> _Goal of the exercise_:
All of the data is to be restated word for word.
Top of Records for this exercise
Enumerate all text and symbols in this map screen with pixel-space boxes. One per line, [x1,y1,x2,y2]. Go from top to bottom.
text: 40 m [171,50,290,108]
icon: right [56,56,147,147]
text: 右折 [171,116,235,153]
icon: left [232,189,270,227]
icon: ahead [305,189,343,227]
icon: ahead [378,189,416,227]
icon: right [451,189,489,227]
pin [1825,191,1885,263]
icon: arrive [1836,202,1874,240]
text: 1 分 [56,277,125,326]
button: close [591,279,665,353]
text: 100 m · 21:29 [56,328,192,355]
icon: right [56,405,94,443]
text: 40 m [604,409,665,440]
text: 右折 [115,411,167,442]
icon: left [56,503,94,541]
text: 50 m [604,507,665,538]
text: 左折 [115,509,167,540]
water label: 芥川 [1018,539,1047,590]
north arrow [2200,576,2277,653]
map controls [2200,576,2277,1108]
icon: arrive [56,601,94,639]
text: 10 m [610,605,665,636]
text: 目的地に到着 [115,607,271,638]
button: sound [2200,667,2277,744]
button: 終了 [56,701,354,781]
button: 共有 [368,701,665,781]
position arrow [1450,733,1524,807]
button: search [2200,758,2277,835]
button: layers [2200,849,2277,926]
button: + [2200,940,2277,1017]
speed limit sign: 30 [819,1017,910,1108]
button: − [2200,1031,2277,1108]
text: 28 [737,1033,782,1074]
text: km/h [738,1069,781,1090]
Bottom of Records for this exercise
> _Result_:
Enumerate all text and symbols in this map screen with pixel-space boxes. One per line, [x1,y1,x2,y2]. Go from top to bottom.
text: 40 m [171,50,290,108]
icon: right [56,56,147,147]
text: 右折 [171,116,235,153]
icon: left [232,189,270,227]
icon: ahead [305,189,343,227]
icon: ahead [378,189,416,227]
icon: right [451,189,489,227]
pin [1825,191,1885,263]
icon: arrive [1836,202,1874,240]
text: 1 分 [56,277,125,326]
button: close [591,279,665,353]
text: 100 m · 21:29 [56,328,192,355]
icon: right [56,405,94,443]
text: 40 m [604,409,665,440]
text: 右折 [115,411,167,442]
icon: left [56,503,94,541]
text: 50 m [604,507,665,538]
text: 左折 [115,509,167,540]
water label: 芥川 [1018,539,1047,590]
north arrow [2200,576,2277,653]
map controls [2200,576,2277,1108]
icon: arrive [56,601,94,639]
text: 10 m [610,605,665,636]
text: 目的地に到着 [115,607,271,638]
button: sound [2200,667,2277,744]
button: 終了 [56,701,354,781]
button: 共有 [368,701,665,781]
position arrow [1450,733,1524,807]
button: search [2200,758,2277,835]
button: layers [2200,849,2277,926]
button: + [2200,940,2277,1017]
speed limit sign: 30 [819,1017,910,1108]
button: − [2200,1031,2277,1108]
text: 28 [737,1033,782,1074]
text: km/h [738,1069,781,1090]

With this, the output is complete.